Stored items:
================================

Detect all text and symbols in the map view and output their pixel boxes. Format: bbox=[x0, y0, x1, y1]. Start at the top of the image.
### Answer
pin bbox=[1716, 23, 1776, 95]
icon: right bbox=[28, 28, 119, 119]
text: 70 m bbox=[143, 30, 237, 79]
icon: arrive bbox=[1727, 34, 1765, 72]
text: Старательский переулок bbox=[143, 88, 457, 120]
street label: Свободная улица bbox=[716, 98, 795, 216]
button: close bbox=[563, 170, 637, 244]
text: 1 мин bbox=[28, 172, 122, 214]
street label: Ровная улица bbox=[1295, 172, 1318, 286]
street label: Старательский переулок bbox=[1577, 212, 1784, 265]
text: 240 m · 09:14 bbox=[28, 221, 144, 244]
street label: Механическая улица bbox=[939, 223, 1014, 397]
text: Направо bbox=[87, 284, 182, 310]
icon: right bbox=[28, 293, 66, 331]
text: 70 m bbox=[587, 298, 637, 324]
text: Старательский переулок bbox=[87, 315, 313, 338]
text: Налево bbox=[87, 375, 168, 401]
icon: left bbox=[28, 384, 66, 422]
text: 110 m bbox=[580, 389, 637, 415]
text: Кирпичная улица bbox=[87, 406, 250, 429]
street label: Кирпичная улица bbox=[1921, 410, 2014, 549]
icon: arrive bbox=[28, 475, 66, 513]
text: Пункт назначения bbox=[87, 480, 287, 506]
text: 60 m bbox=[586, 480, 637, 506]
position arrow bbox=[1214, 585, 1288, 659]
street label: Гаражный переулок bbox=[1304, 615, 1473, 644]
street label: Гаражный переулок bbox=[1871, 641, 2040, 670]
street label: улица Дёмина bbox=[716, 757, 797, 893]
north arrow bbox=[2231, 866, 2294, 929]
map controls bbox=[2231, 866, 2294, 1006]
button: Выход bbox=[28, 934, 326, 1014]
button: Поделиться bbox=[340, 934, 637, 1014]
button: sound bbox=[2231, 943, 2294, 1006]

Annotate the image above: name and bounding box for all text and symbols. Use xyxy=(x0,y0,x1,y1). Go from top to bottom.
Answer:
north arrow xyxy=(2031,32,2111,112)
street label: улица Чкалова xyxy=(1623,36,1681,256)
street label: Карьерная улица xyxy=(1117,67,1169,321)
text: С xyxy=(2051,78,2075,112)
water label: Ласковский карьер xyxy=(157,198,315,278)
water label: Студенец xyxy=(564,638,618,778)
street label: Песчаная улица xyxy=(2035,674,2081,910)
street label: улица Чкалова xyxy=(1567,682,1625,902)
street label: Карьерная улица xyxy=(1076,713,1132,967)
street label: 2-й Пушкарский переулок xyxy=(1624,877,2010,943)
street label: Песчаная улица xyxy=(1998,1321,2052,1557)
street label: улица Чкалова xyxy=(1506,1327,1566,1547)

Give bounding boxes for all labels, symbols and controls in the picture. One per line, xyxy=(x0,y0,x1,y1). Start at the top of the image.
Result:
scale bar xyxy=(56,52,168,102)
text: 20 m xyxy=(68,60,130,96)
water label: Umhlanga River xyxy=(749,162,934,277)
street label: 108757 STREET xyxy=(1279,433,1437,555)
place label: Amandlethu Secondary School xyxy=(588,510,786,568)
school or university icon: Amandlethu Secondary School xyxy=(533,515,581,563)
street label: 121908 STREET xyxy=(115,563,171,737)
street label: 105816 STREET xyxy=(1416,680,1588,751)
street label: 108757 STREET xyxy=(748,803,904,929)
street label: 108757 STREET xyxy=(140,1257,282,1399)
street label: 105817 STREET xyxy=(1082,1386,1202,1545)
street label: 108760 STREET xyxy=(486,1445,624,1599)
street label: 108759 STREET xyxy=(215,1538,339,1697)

================================

Action item:
All lines from the one containing "Give bounding boxes" to the last line above should be reproduced exactly, and no other lines should be given.

Solution to this exercise:
Give bounding boxes for all labels, symbols and controls in the picture. One per line, xyxy=(x0,y0,x1,y1). Start at the top of the image.
Result:
scale bar xyxy=(56,52,168,102)
text: 20 m xyxy=(68,60,130,96)
water label: Umhlanga River xyxy=(749,162,934,277)
street label: 108757 STREET xyxy=(1279,433,1437,555)
place label: Amandlethu Secondary School xyxy=(588,510,786,568)
school or university icon: Amandlethu Secondary School xyxy=(533,515,581,563)
street label: 121908 STREET xyxy=(115,563,171,737)
street label: 105816 STREET xyxy=(1416,680,1588,751)
street label: 108757 STREET xyxy=(748,803,904,929)
street label: 108757 STREET xyxy=(140,1257,282,1399)
street label: 105817 STREET xyxy=(1082,1386,1202,1545)
street label: 108760 STREET xyxy=(486,1445,624,1599)
street label: 108759 STREET xyxy=(215,1538,339,1697)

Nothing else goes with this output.